Cgroups – Short for “control groups,” these limit and monitor the amount of CPU, memory, and other system resources each container can use.

A well-known software that combine all of these features is Docker, a container runtime that builds, manages, and runs containers.

Declarative deployment using Docker Compose

Initially, deploying a container looked like this:

shell

# run: Deploy a container
# -d: (detach) run in the background
# --name myapp: Give the container a name
# -p 80:80: Connect the port 80 of the host (left-side), to the container (right-side).
# myapp: The name of the image.
docker run -d --name myapp -p 80:80 myapp

But there’s a catch: if you ever need to redeploy the container, you have to remember and rerun the exact same command. And unless it was written down somewhere, it could be lost or inconsistent between environments.

To address this, engineers started using Docker Compose. It wraps those docker commands into a single declarative YAML file: docker-compose.yaml, that you can commit to version control and reuse consistently.

yaml: docker-compose.yaml

services:
  myapp:
    image: myapp
    ports:
      - '80:80'

This made container deployment more reproducible. But it didn’t solve everything.

While Docker Compose helps organize and deploy containers, it starts to show its limits in more complex or production-like scenarios:

Scaling is difficult:
- You have to manually replicate containers.
- Volumes are tightly bound to the host machine.
- Load balancing has to be configured separately.
Upgrades are risky:
- Replacing a container usually means stopping the running one first.
- If the new container fails to start correctly, users experience downtime: healthy traffic is interrupted before the new instance is checked.
- No automatic rollback if something goes wrong.
Single Points of Failure:
- No native failover: Docker’s data (volumes, images) isn’t replicated.
- No container redundancy or high availability.
- Network and storage are tightly coupled to a single host.

In short, every layer of a Compose-based stack is a potential failure point. This led to serious challenges for our SaaS offering, and even more so for power users of our Self-Hosted deployments.

Introducing Kubernetes to solve availability

If Docker is the brain behind container deployment on a single machine, then Kubernetes is the brain coordinating deployment across many machines.

Kubernetes isn't very different from Docker and Docker Compose. In fact, Kubernetes is a superset of Docker and Docker Compose. It builds on their ideas but extends them to support scaling, resiliency, and high availability.

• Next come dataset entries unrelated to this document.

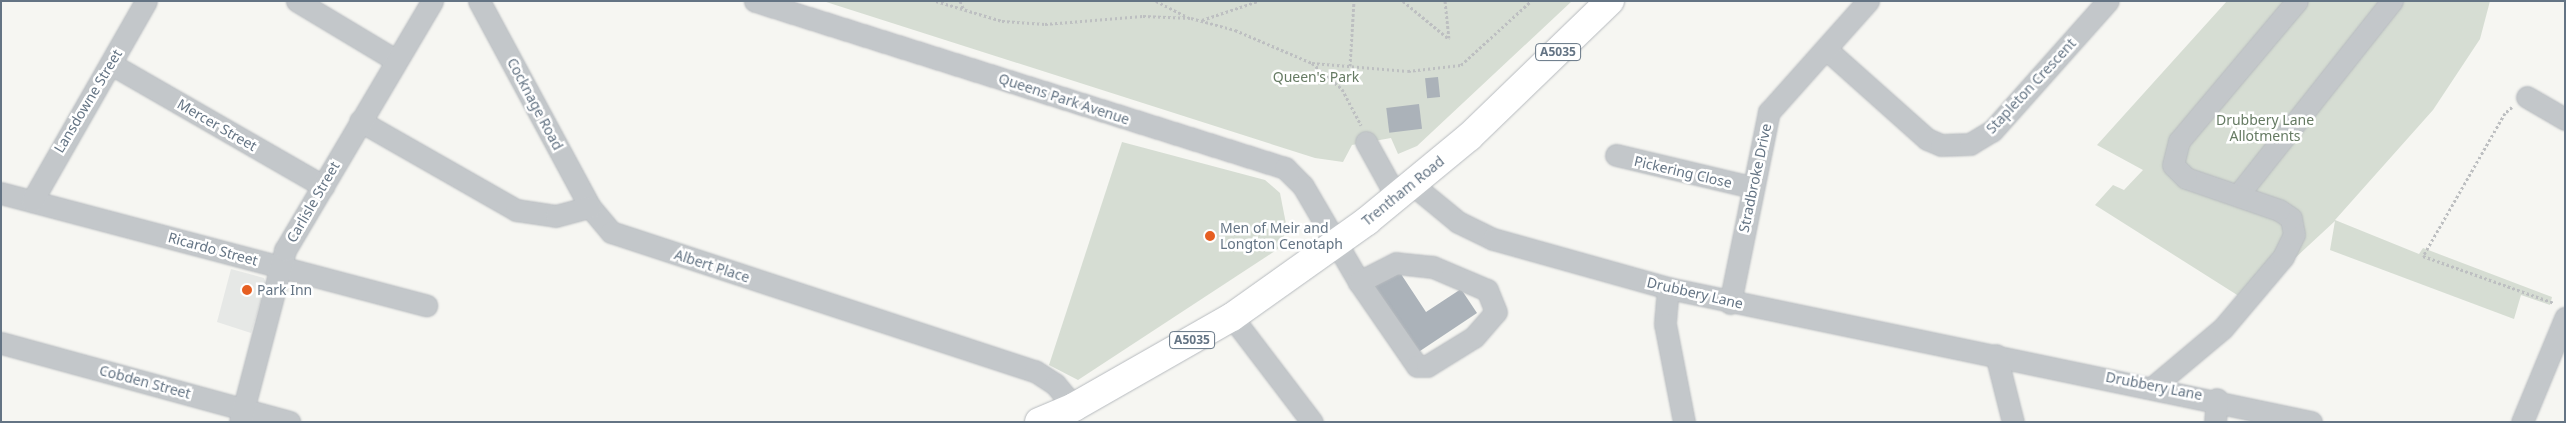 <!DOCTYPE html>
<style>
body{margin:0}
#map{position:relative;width:2566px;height:423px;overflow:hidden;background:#f6f6f2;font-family:"Noto Sans",sans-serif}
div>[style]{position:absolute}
.built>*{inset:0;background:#e6e8e6}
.green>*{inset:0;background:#d6ddd3}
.building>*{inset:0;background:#abb2b9;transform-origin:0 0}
.path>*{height:3px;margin-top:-1.5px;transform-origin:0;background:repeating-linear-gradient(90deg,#bdbfc1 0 2.5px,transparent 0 5px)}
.roads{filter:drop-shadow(0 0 1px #b6babe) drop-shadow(0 0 1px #b6babe)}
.minor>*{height:21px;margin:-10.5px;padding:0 10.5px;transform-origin:10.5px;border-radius:10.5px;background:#c3c7ca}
.major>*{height:28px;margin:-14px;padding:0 14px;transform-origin:14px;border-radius:14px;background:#fff}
.dots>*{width:14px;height:14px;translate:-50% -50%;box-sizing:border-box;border:2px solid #fff;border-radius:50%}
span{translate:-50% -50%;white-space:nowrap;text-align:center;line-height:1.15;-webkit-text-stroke:5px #fff;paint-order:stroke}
.shield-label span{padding:1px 4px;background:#fff;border:1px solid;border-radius:4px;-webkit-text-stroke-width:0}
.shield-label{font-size:12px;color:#647484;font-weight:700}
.park-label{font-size:14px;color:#667b63}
.street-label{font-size:14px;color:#647484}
.poi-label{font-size:14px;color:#647484}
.left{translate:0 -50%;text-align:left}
.frame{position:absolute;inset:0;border:2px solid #647484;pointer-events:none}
</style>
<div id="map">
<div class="built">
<div style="clip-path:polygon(231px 269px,264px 278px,266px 284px,251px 333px,217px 322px)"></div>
</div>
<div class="green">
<div style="clip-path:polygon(823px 1px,1572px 1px,1417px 146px,1398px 154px,1391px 138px,1352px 145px,1343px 162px,1315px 158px)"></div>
<div style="clip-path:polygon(2227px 1px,2490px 1px,2480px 39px,2433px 110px,2335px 220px,2419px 254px,2423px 248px,2552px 297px,2550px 305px,2521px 295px,2514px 319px,2330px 250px,2335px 221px,2281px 271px,2253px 305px,2095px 205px,2113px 185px,2124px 190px,2143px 170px,2097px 145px)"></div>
<div style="clip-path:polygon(1122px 142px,1265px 180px,1280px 193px,1287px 229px,1278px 249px,1078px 380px,1049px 365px)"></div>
</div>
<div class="building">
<div style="left:1438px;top:77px;width:20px;height:13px;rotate:84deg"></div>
<div style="left:1419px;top:104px;width:25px;height:33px;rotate:83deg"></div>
<div style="clip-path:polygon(1397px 268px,1426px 312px,1461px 289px,1477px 313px,1414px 355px,1369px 286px)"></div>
</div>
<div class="path">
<div style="left:936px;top:1px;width:69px;rotate:16.9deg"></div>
<div style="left:1002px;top:21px;width:43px;rotate:4deg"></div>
<div style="left:1045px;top:24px;width:98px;rotate:-4.7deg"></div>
<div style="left:1143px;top:16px;width:48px;rotate:2.4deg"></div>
<div style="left:1191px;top:18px;width:46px;rotate:15.3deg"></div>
<div style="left:1235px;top:30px;width:84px;rotate:23.2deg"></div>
<div style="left:1312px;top:63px;width:40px;rotate:41deg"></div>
<div style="left:1342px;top:89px;width:41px;rotate:62.2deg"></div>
<div style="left:960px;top:1px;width:10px;rotate:66deg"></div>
<div style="left:1156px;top:1px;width:36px;rotate:27deg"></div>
<div style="left:1403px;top:1px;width:60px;rotate:39.6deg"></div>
<div style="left:1445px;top:1px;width:37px;rotate:84deg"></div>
<div style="left:1202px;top:20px;width:59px;rotate:-18.7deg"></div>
<div style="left:1312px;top:63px;width:96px;rotate:4.8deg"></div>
<div style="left:1408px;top:71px;width:53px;rotate:-6.5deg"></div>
<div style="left:1461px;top:65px;width:95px;rotate:-42.4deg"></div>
<div style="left:1350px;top:66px;width:65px;rotate:-86.5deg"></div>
<div style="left:2512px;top:107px;width:9px;rotate:139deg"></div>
<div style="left:2505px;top:113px;width:165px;rotate:119.8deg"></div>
<div style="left:2423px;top:256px;width:139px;rotate:19.7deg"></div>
</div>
<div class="roads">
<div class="minor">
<div style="left:297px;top:1px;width:114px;rotate:31deg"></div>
<div style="left:479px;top:1px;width:234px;rotate:61.7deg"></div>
<div style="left:590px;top:207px;width:33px;rotate:50deg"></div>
<div style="left:611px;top:232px;width:446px;rotate:18.2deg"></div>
<div style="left:1035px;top:371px;width:24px;rotate:33deg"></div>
<div style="left:1055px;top:384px;width:30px;rotate:50deg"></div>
<div style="left:755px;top:1px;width:556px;rotate:17.49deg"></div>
<div style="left:1285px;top:168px;width:25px;rotate:45deg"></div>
<div style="left:1303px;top:186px;width:111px;rotate:59.7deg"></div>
<div style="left:1359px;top:282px;width:102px;rotate:55.4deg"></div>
<div style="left:1417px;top:366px;width:10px"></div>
<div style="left:1427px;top:366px;width:55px;rotate:-31.7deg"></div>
<div style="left:1474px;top:337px;width:33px;rotate:-49deg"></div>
<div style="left:1496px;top:312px;width:24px;rotate:-112deg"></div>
<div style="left:1487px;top:290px;width:59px;rotate:-156.9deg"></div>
<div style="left:1433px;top:267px;width:37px;rotate:-174deg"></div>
<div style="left:1396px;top:263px;width:42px;rotate:152.8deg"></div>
<div style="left:1826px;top:49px;width:135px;rotate:41.7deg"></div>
<div style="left:1927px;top:139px;width:15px;rotate:23deg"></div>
<div style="left:1941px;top:145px;width:29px;rotate:-2deg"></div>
<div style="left:1970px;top:144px;width:26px;rotate:-31deg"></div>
<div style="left:1992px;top:131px;width:174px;rotate:-48.3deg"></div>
<div style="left:111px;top:64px;width:245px;rotate:29.9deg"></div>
<div style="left:2527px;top:97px;width:44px;rotate:30.1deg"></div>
<div style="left:360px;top:121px;width:180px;rotate:29.7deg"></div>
<div style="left:516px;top:210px;width:40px;rotate:8.5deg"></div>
<div style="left:556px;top:216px;width:35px;rotate:-15deg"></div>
<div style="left:1366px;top:142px;width:64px;rotate:61deg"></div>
<div style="left:1616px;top:155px;width:139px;rotate:13.3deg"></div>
<div style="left:1413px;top:185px;width:58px;rotate:39.4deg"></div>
<div style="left:1458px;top:222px;width:39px;rotate:26deg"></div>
<div style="left:1493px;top:239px;width:182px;rotate:15.6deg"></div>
<div style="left:1668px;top:288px;width:657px;rotate:11.77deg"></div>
<div style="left:1px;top:193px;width:440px;rotate:14.8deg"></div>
<div style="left:2238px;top:195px;width:248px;rotate:-51.6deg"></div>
<div style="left:32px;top:201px;width:230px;rotate:-60.3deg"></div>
<div style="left:1668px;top:288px;width:36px;rotate:95deg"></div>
<div style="left:1665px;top:324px;width:100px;rotate:79deg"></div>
<div style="left:1730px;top:303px;width:195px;rotate:-78.5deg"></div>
<div style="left:1769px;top:112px;width:149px;rotate:-48.3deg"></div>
<div style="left:1232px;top:317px;width:132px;rotate:52.7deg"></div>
<div style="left:1px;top:343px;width:299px;rotate:15.3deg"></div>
<div style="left:1996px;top:355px;width:69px;rotate:75.8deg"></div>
<div style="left:2154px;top:386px;width:90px;rotate:-40deg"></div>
<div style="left:2223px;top:328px;width:93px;rotate:-49.8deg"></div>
<div style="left:2283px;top:257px;width:25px;rotate:-64deg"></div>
<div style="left:2294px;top:234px;width:16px;rotate:-101deg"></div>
<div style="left:2291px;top:218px;width:14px;rotate:-146deg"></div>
<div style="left:2279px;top:210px;width:98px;rotate:-161deg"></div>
<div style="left:2186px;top:178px;width:18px;rotate:-135deg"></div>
<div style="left:2173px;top:165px;width:25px;rotate:-76deg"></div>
<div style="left:2179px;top:141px;width:183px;rotate:-49.9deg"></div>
<div style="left:240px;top:422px;width:178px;rotate:-75.3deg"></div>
<div style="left:285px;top:250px;width:289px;rotate:-59.4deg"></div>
<div style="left:2215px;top:422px;width:23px;rotate:-85deg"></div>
<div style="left:2522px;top:422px;width:113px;rotate:-67.5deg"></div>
</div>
<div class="major">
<div style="left:1039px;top:422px;width:38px;rotate:-23deg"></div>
<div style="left:1074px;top:407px;width:182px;rotate:-29.7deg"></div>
<div style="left:1232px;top:317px;width:166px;rotate:-35.4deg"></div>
<div style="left:1367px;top:221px;width:132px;rotate:-39.5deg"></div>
<div style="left:1469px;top:137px;width:196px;rotate:-44deg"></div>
</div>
</div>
<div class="dots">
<div style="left:1210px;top:236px;background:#e65f22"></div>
<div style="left:247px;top:290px;background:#e65f22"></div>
</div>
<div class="shield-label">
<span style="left:1558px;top:52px">A5035</span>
<span style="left:1192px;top:340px">A5035</span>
</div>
<div class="park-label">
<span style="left:1316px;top:77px">Queen's Park</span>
<span style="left:2265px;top:128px">Drubbery Lane<br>Allotments</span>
</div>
<div class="street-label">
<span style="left:2031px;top:86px;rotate:-47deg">Stapleton Crescent</span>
<span style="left:1064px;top:99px;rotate:18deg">Queens Park Avenue</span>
<span style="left:88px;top:101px;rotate:-59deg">Lansdowne Street</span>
<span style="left:535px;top:104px;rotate:62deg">Cocknage Road</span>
<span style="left:217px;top:125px;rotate:30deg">Mercer Street</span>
<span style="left:1683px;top:172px;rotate:13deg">Pickering Close</span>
<span style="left:1755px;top:178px;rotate:-78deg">Stradbroke Drive</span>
<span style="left:1403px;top:191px;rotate:-39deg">Trentham Road</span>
<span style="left:313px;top:202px;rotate:-60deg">Carlisle Street</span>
<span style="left:213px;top:249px;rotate:15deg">Ricardo Street</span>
<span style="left:712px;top:266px;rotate:18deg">Albert Place</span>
<span style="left:1695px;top:293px;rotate:13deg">Drubbery Lane</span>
<span style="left:145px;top:382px;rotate:15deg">Cobden Street</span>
<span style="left:2154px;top:386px;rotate:11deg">Drubbery Lane</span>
</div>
<div class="poi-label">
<span class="left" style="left:1220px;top:236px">Men of Meir and<br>Longton Cenotaph</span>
<span class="left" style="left:257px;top:290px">Park Inn</span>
</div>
<div class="frame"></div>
</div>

Instead of using docker-compose.yaml, Kubernetes introduces the concept of a Pod, which is defined in a YAML file:

yaml: pod.yaml

apiVersion: v1
kind: Pod
metadata:
  name: myapp
spec:
  containers:
    - name: myapp
      image: myapp
      ports:
        - containerPort: 80
          hostPort: 80

Functionally speaking, a Pod offers the same capabilities to a Docker Compose deployment. But, because of the same design, it shares the same core limitations: no built-in replication, no safe upgrades, and no failover mechanisms.

To solve that, Kubernetes wraps Pods in another object: the Deployment.

yaml: deployment.yaml

apiVersion: apps/v1
kind: Deployment
metadata:
  name: myapp
spec:
  replicas: 1
  selector: # selector is used to find the Pod
    matchLabels:
      app: myapp # Must match the pod's labels
  template: # template is a Pod, as written above.
    metadata:
      labels:
        app: myapp
    spec:
      containers:
        - name: myapp
          image: myapp
          ports:
            - containerPort: 80

Deployments immediatly offers:

Safe rollout strategies: Old Pods are only terminated once the new ones are confirmed healthy.
Replication: Easily scale up by running multiple instances (replicas) of the Pod, even across different machines.

But to handle traffic across those replicas, Kubernetes needs a way to distribute incoming connections. Since you can’t bind the same port on multiple containers on the same host, Kubernetes introduces the concept of a Service, which acts as a built-in Layer 4 (TCP/UDP) load balancer.

yaml: service.yaml

apiVersion: v1
kind: Service
metadata:
  name: myapp
spec:
  type: ClusterIP
  selector: # selector is used to find the Pod
    app: myapp # Must match the pod's labels
  ports:
    - protocol: TCP
      port: 80 # Port exposed by the service
      targetPort: 80 # Must match the container's port

More precisely, Service simply serves traffic on healthy replicas of the Pod using known Linux technologies: iptables (the linux firewall) and veth (virtual ethernet device).

As you can see, Kubernetes doesn’t reinvent the wheel. It simply builds on top of proven, existing tools, wrapping them into a system that helps you scale out your containers reliably and safely.

And compared to full-blown virtualization platforms like OpenStack or Proxmox, Kubernetes is relatively lightweight and easier to adopt, while solving production-grade problems around upgrades, networking, and high availability.

So the question is: why does it feel harder to use Kubernetes than Docker Compose?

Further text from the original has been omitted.